Using the Mujoco Menagerie model for Crazyflie, I am trying to implement a cascaded PID controller to this model in a MuJoCo simulation. The drone's actuators are symolic, as in they represent thrust, x-moment, y-moment, and z-moment. Right now, I just need the drone to hover at given target location. This implementation is done using ROS2 Humble. The position and quaternion vectors are obtained straight from MuJoCo. From what I understand, the position units in MuJoCo are arbitrary.
My cascaded PID has the following structure: (1) Position PID taking as input the desired position and outputting desired velocity; (2) Velocity PID taking as input the desired velocity and outputting desired attitude; (3) Attitude PID taking as input desired attitude and outputting thrust, x-moment, y-moment, z-moment.

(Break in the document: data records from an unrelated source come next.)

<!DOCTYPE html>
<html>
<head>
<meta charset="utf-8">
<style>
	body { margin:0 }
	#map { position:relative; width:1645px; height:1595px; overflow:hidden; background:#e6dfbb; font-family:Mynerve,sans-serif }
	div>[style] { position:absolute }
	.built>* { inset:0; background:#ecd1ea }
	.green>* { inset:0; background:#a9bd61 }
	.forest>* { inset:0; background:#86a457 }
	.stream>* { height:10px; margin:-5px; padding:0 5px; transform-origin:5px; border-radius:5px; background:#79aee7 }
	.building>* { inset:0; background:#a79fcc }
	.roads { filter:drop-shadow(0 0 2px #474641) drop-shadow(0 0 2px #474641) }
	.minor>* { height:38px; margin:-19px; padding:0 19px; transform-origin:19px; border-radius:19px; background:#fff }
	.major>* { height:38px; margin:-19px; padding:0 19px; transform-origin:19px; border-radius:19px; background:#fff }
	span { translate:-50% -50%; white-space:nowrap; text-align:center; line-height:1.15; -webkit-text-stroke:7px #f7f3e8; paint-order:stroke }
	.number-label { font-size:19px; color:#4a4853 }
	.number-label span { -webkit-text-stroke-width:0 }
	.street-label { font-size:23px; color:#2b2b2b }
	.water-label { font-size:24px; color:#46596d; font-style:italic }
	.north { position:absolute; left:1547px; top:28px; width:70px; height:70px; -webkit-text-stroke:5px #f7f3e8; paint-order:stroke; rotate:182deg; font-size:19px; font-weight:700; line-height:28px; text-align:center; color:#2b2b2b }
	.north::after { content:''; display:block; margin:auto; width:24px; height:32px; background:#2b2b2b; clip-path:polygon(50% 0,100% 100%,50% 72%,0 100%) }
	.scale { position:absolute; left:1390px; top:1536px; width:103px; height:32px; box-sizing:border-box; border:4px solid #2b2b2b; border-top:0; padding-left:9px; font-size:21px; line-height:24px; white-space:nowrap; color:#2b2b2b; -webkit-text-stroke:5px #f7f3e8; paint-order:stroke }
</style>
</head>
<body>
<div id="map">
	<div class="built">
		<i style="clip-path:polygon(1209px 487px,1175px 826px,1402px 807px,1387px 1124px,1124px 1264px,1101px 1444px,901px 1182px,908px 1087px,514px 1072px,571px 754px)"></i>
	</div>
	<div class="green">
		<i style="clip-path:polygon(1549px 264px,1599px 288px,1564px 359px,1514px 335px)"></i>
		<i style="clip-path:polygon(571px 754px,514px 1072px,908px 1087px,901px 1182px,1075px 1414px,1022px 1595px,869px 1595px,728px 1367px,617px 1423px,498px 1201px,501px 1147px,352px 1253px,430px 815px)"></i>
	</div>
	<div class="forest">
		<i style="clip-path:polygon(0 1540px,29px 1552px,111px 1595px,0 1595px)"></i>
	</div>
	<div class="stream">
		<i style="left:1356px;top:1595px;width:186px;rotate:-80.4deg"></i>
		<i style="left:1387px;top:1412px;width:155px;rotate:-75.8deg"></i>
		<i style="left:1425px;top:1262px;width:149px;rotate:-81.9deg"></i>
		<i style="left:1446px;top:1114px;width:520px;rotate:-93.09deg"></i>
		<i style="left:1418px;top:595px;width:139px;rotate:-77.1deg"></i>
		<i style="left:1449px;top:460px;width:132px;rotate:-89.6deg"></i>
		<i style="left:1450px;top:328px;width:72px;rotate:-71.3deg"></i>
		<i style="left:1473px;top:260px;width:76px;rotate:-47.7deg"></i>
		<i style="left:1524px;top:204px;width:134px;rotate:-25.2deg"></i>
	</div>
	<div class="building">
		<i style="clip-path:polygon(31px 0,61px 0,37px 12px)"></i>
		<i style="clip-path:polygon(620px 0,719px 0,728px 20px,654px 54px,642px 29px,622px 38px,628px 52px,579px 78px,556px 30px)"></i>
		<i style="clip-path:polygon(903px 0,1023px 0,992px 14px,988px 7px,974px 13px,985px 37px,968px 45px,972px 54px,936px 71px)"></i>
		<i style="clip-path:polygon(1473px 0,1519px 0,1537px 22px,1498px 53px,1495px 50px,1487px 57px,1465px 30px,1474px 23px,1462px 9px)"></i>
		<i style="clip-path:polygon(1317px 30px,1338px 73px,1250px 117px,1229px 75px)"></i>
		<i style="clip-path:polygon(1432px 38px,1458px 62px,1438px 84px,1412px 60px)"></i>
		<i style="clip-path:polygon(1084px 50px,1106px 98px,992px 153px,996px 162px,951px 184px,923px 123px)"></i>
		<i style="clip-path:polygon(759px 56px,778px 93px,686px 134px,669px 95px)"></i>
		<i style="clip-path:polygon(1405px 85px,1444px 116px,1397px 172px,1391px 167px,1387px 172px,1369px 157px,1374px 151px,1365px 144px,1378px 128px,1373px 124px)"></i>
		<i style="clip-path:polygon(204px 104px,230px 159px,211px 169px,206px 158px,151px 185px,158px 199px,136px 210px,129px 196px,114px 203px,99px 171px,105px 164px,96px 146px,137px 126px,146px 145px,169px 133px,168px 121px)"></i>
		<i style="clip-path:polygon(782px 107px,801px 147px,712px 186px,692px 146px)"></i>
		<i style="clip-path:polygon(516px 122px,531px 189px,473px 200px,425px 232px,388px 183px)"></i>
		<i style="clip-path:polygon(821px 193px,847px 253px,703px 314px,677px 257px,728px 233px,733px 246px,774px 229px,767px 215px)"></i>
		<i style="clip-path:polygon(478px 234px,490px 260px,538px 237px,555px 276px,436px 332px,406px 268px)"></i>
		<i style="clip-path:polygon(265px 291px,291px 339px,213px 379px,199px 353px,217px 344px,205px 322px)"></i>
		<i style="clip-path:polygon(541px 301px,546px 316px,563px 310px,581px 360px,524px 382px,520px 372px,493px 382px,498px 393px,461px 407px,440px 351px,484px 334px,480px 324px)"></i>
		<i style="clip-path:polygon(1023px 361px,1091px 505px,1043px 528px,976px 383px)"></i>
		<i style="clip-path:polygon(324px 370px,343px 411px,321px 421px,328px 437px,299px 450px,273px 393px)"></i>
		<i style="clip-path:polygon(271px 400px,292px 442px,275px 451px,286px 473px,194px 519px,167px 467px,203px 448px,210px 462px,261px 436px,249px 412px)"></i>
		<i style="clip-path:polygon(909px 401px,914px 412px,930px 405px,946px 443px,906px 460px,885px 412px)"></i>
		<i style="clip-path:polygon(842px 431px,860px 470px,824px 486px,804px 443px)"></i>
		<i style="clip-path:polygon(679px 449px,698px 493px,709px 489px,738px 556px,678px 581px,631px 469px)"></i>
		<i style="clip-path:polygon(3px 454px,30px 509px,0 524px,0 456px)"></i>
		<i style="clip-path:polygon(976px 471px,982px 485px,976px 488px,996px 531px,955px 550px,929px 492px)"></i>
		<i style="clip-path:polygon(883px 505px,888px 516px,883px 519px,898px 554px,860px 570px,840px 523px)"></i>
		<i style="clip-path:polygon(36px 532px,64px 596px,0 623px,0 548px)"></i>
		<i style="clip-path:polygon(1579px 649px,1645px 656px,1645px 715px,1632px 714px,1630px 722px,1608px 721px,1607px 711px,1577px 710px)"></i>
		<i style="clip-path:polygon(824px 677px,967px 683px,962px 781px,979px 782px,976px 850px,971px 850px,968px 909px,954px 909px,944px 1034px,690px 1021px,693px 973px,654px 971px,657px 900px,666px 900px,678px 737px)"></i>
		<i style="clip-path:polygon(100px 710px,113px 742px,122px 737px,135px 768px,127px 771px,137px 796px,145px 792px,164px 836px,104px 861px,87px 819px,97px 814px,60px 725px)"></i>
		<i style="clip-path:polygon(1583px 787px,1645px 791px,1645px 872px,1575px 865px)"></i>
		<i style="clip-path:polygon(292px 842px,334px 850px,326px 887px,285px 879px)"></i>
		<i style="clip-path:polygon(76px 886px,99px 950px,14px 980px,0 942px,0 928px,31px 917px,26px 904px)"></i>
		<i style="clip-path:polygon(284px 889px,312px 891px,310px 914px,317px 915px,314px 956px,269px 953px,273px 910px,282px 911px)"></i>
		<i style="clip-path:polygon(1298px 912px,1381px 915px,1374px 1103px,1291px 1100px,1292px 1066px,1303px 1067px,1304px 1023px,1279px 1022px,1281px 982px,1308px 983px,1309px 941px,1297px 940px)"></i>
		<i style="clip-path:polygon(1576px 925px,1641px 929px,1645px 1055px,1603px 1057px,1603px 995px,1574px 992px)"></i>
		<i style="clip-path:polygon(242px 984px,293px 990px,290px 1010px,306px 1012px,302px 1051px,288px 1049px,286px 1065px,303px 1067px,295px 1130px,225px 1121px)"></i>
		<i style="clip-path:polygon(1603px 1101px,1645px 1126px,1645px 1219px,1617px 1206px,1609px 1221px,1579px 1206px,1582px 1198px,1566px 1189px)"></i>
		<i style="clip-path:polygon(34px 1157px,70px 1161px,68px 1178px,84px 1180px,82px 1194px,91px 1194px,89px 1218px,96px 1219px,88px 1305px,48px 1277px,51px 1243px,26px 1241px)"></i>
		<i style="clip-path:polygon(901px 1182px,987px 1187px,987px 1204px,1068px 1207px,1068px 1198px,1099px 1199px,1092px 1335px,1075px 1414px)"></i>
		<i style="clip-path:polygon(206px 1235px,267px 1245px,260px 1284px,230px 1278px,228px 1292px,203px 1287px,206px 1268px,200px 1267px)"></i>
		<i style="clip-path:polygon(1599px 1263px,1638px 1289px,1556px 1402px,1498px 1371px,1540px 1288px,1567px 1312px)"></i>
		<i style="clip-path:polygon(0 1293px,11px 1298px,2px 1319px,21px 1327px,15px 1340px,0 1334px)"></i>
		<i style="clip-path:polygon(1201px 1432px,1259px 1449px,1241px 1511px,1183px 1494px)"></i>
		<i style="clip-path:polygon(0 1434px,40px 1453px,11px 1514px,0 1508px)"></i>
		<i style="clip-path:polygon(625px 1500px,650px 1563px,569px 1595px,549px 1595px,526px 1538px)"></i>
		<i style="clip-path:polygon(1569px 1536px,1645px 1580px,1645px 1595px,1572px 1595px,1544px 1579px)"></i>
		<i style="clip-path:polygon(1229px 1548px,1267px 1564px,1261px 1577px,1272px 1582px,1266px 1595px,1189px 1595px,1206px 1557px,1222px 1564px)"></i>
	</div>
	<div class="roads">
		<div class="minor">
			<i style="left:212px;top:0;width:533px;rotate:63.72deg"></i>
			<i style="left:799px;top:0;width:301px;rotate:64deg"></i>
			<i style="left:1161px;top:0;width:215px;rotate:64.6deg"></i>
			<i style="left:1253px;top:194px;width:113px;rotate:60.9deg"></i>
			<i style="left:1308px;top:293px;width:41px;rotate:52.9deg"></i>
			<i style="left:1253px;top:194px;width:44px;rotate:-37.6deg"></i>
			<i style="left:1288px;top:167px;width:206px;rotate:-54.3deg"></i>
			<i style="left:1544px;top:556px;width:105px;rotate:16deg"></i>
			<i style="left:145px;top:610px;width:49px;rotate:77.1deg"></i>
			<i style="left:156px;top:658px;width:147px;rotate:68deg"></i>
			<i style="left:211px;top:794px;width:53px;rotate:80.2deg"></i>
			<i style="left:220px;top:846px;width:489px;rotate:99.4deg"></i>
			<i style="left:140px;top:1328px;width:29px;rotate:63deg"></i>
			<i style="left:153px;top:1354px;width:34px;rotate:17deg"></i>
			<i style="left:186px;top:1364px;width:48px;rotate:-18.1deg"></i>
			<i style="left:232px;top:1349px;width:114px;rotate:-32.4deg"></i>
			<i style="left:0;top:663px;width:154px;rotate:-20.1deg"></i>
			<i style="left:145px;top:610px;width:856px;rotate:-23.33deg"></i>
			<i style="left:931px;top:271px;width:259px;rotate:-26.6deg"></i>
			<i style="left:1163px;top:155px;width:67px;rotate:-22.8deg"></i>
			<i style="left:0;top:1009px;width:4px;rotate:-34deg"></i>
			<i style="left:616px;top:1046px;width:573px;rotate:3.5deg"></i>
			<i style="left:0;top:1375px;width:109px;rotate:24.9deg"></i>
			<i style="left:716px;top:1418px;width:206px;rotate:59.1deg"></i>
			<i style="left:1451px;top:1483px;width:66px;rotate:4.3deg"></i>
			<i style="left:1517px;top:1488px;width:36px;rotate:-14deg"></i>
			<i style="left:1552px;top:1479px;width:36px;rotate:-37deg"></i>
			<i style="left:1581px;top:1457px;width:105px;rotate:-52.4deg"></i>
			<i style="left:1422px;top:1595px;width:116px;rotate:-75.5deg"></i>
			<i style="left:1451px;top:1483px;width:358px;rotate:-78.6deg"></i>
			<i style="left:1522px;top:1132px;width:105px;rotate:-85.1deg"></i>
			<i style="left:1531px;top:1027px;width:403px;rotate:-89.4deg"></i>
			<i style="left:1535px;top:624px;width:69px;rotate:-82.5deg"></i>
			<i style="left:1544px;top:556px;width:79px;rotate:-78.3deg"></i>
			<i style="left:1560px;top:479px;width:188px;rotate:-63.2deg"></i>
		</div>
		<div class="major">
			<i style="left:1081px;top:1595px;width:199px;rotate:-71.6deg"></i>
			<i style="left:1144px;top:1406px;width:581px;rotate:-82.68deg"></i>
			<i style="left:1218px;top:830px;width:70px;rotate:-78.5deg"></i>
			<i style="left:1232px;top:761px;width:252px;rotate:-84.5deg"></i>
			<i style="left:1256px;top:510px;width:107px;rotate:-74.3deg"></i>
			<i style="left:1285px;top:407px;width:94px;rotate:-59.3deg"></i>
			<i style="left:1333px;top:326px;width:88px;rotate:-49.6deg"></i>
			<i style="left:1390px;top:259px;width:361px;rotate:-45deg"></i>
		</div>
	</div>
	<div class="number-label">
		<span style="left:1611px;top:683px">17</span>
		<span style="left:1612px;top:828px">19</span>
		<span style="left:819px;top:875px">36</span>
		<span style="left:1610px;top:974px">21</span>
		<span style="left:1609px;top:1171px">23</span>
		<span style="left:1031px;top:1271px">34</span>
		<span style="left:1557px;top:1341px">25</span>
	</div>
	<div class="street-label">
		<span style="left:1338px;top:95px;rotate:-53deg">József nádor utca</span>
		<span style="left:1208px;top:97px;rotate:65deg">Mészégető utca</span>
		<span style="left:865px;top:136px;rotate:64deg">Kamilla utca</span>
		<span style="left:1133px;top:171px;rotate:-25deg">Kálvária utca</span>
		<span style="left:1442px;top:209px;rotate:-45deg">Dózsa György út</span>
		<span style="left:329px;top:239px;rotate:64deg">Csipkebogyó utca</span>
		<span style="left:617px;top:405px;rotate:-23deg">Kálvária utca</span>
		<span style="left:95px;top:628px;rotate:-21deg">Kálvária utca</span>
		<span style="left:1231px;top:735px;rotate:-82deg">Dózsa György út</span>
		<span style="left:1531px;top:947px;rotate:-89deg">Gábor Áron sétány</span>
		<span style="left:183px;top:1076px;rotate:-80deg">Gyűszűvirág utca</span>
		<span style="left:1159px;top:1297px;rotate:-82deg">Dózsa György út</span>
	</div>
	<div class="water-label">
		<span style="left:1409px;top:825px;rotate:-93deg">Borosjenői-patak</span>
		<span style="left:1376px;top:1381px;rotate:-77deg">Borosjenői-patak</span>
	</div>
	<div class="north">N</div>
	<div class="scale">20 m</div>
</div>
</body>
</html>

The desired attitude only yields the target roll and target pitch, which are then mapped to the body-frame w.r.t. the yaw angle using the rotation matrix. Then the drone points to wherever it is headed. Given the nature of the actuators, it seems I don't need an Attitude Rate PID Controller.
For now, for close enough distances, the drone manages to go and stabilize there. It does not manage to stay quite exactly at the target location given that it overshoots, which provokes the drone to turn back toward the target and it never quite stays still. Without the yaw angle conversion, it does eventually stay quite still. However, for further distance, the drone goes way too fast and overshoots and eventually becomes unstable. I noticed that this critical distance threshold is inversely proportional to the derivative gain of the velocity PID. I have not yet tuned the gains, just enough to get acceptable behaviour. I noticed that when the target yaw is fixed when the drone comes close to the target, it actually stabilizes for further distances as well.
Is it realistic and achievable to obtain an almost perfect positional controller with just a cascaded PID (a controller that for any distance it manages to fully stabilize itself with negligible error)? If so, is this achieved by tuning gains? If so, how can I tune these gains? From what I understand, I first need a mathematical model of the drone, which I don't have. I believe that this is quite a hassle to derive.